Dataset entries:
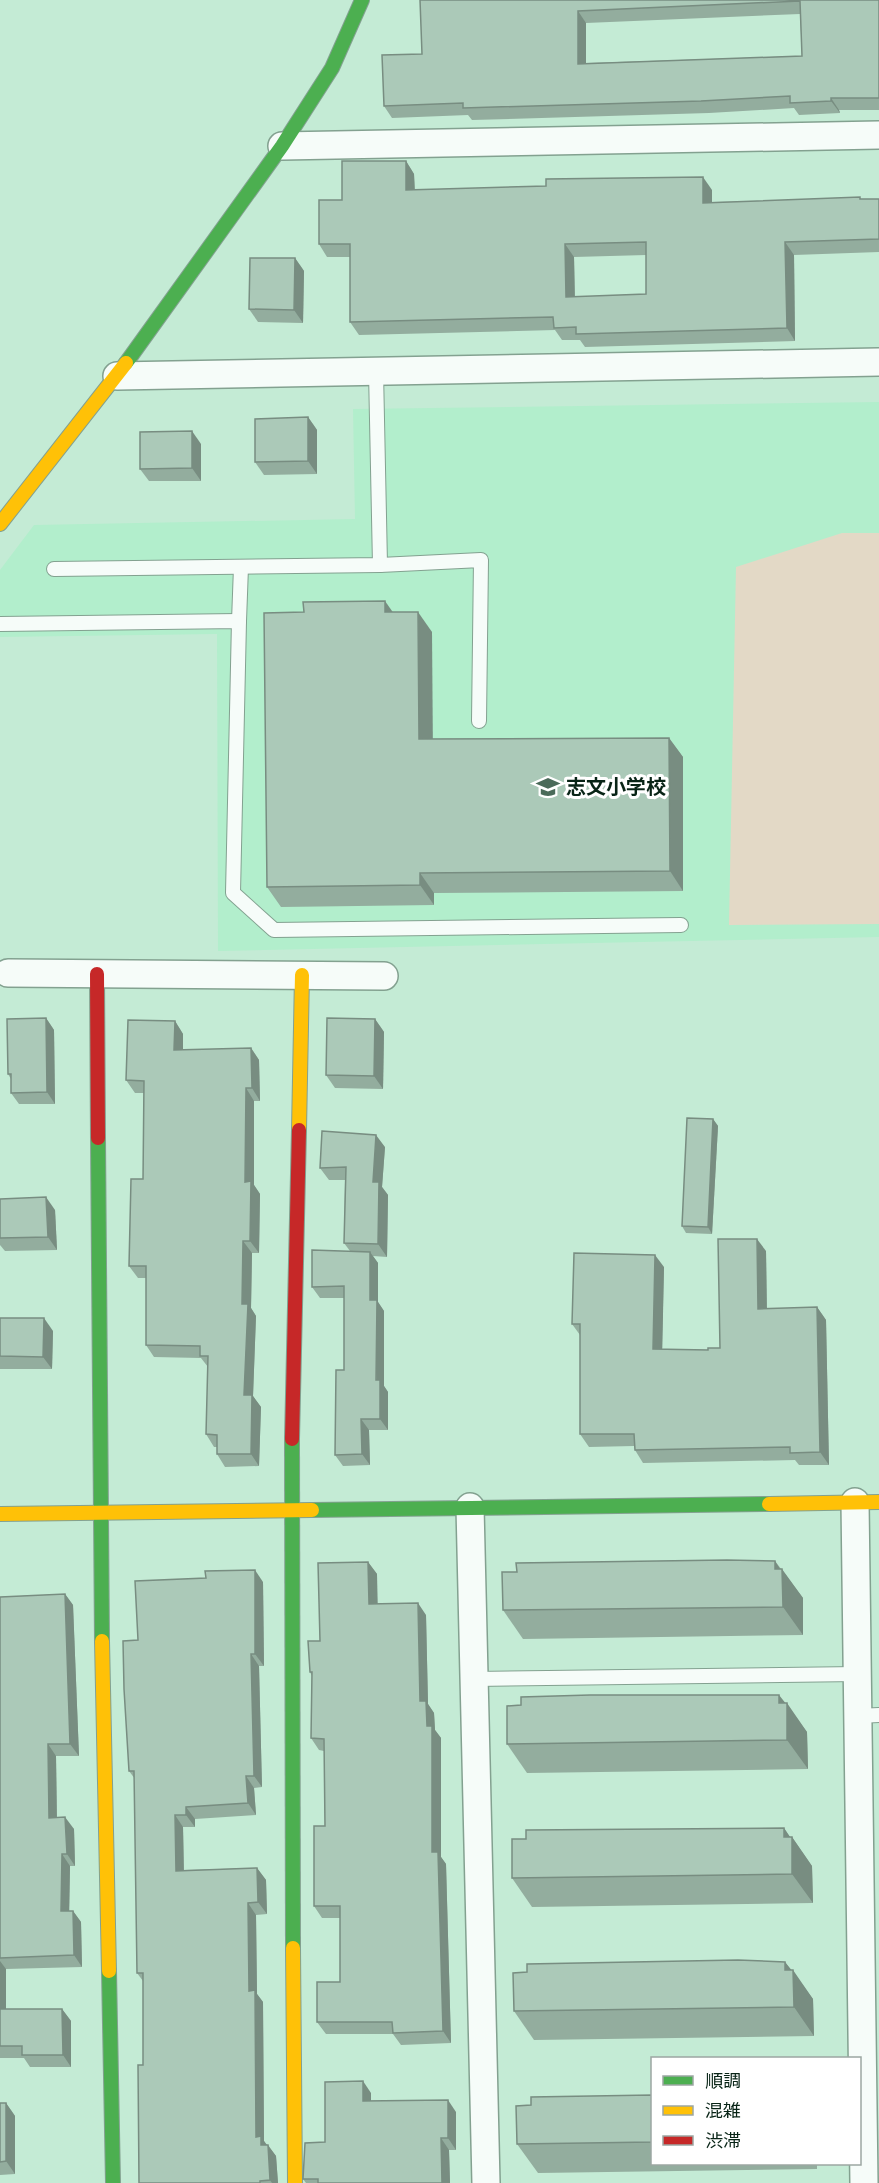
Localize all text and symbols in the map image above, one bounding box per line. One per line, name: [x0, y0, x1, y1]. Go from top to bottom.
school or university icon: 志文小学校: [535, 774, 561, 800]
place label: 志文小学校: [566, 774, 666, 800]
legend: [651, 2057, 861, 2165]
text: 順調: [705, 2069, 741, 2092]
text: 混雑: [705, 2099, 741, 2122]
text: 渋滞: [705, 2129, 741, 2152]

Task statement: Every line in the records is to be retyped exactly as it stands; the pictures stay out.

Exercise response:
Localize all text and symbols in the map image above, one bounding box per line. One per line, name: [x0, y0, x1, y1]. Go from top to bottom.
school or university icon: 志文小学校: [535, 774, 561, 800]
place label: 志文小学校: [566, 774, 666, 800]
legend: [651, 2057, 861, 2165]
text: 順調: [705, 2069, 741, 2092]
text: 混雑: [705, 2099, 741, 2122]
text: 渋滞: [705, 2129, 741, 2152]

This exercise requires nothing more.